Outre le Libor, la Société générale négocie avec la justice outre-Atlantique pour régler deux autres litiges. Comme BNP Paribas, Deutsche Bank ou le Crédit agricole avant lui, l’établissement fait d’abord l’objet d’une enquête de l’OFAC, le bureau du Trésor américain qui gère les sanctions financières à l’encontre de ceux ayant contourné les embargos américains à l’encontre de l’Iran, Cuba ou le Soudan. Ensuite, il doit répondre à des accusations de corruption concernant ses opérations avec le fonds souverain libyen Libyan Investment Authority (LIA).

« Débloquer les dossiers libyen et Libor »

Depuis des mois, la justice américaine maintient la banque sous pression alors que M. Oudéa rêve de tourner la page au plus vite. Mais le passé est récalcitrant. La Société générale a ainsi déjà versé 963 millions d’euros en mai 2017 au LIA pour mettre fin à des poursuites engagées par ce dernier pour des transactions réalisées entre 2007 et 2009.

« Le départ de M. Valet va permettre de débloquer les dossiers libyen et Libor. Les provisions déjà passées devraient couvrir le montant des amendes », assure un proche du dossier. Restera l’affaire de l’OFAC, très limitée selon cette source : la Société générale est pointée du doigt pour avoir accordé un crédit de 26 millions de dollars à un trader faisant du négoce notamment avec Cuba.

Dans ce maelström, l’affaire du Libor reste à part. Il ne faut surtout pas la confondre avec les scandales qui ont déjà entaché le taux londonien et son cousin Euribor, avec de lourdes sanctions pour nombre d’établissements – dont la Société générale – et des peines de prison infligées en juillet 2016 à quatre anciens de Barclays. La justice de part et d’autre de l’Atlantique avait alors démantelé un réseau de tradeurs indélicats qui, au milieu des années 2000, trichaient sur le Libor afin d’améliorer leurs bonus.

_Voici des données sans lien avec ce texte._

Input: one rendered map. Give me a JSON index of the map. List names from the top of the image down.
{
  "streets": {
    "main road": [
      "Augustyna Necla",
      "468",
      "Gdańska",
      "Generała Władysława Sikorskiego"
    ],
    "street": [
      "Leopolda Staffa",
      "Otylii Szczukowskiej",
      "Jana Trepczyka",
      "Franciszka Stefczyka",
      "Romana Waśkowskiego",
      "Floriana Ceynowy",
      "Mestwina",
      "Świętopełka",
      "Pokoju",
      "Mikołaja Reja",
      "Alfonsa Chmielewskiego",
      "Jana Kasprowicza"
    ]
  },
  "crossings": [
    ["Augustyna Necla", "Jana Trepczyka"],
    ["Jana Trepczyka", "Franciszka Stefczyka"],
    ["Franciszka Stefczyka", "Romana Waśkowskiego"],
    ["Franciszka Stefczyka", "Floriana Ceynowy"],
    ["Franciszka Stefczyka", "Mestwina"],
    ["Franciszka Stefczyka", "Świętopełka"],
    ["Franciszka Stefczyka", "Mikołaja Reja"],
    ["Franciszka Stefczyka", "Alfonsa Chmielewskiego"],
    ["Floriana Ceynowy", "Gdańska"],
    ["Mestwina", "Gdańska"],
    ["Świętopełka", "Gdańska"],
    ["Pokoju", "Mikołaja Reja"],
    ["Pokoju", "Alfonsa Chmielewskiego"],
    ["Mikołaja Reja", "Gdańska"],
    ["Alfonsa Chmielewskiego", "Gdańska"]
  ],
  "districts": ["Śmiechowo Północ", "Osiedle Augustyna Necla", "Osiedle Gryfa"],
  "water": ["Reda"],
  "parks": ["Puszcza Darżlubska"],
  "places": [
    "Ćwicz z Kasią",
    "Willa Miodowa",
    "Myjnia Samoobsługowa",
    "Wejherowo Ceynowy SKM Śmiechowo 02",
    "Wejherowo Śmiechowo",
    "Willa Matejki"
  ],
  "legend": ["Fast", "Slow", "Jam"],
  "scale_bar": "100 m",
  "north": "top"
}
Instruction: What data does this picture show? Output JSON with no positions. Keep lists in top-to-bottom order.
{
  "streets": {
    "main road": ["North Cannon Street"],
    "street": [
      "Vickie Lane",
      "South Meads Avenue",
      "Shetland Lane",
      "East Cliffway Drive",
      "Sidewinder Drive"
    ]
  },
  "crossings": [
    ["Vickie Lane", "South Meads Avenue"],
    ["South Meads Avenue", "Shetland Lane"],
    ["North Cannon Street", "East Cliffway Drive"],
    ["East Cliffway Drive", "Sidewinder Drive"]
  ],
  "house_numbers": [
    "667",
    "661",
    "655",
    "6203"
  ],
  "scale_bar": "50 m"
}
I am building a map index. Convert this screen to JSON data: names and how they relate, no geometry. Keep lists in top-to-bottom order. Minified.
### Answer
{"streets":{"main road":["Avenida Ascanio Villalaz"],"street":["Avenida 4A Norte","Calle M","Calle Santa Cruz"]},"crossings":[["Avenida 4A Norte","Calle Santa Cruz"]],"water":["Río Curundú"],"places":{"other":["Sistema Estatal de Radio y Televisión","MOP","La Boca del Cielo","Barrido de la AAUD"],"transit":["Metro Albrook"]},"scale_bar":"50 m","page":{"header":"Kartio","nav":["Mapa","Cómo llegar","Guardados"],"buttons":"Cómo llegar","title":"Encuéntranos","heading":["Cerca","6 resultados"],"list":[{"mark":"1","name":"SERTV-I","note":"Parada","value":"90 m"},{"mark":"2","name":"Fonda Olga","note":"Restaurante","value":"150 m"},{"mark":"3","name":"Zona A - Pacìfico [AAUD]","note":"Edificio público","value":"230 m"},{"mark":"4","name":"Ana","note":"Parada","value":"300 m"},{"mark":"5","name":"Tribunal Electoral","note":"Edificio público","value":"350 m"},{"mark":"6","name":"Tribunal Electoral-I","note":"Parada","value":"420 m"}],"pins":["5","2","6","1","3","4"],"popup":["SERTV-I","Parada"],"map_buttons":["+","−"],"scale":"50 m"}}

Une stigmatisation potentiellement mortelle

Pour comprendre ce que les Etats-Unis reprochent désormais à la Société générale, il faut se rappeler comment fonctionne le Libor. Ce thermomètre du marché monétaire est déterminé chaque jour à Londres à partir des déclarations des banques partenaires qui indiquent à quel taux elles empruntent au jour le jour.

La Société générale est accusée d’avoir minoré, entre mai 2010 et octobre 2011 ses déclarations quotidiennes, afin de ne pas apparaître fragilisée durant la crise de l’euro en révélant qu’elle empruntait plus cher que ses concurrents, signe d’une défiance de la communauté financière. Une stigmatisation potentiellement mortelle…

En août 2017, la justice de l’Etat de New York a inculpé deux salariées de la trésorerie la SocGen, Danielle Sindzingre et Muriel Bescond. Ce sont elles qui déterminaient au sein de la banque les estimations transmises à Thomson Reuters, le gestionnaire du Libor. La justice américaine les accuse d’avoir « délibérément » donné des estimations basses concernant le Libor en dollar.

« Ethique irréprochable »

Si la trésorerie dépend de la salle des marchés, elle est copilotée par la direction financière. Or, M. Valet était directeur financier de la banque entre mai 2008 et décembre 2011. Il a participé à des réunions où ces questions ont été évoquées. Pour la justice américaine, c’est impardonnable. Ironique quand tout le monde à Paris loue « l’éthique irréprochable » de M. Valet. Comme toute la Société générale salue également l’éthique et la loyauté de Mme Sindzingre, dont l’éviction a miné le moral des troupes…

M. Oudéa va prendre en charge directement la Banque de financement et d’investissement en attendant de trouver un remplaçant à M. Valet. Pas simple. L’an dernier, Christophe Mianné, figure historique des marchés de la banque, qui aurait pu faire figure de successeur, avait été prié de faire ses valises.

En réponse à cette crise, selon nos sources, le conseil d’administration a d’ores et déjà assuré M. Oudéa, dont le mandat arrivait à échéance en 2019, de son renouvellement.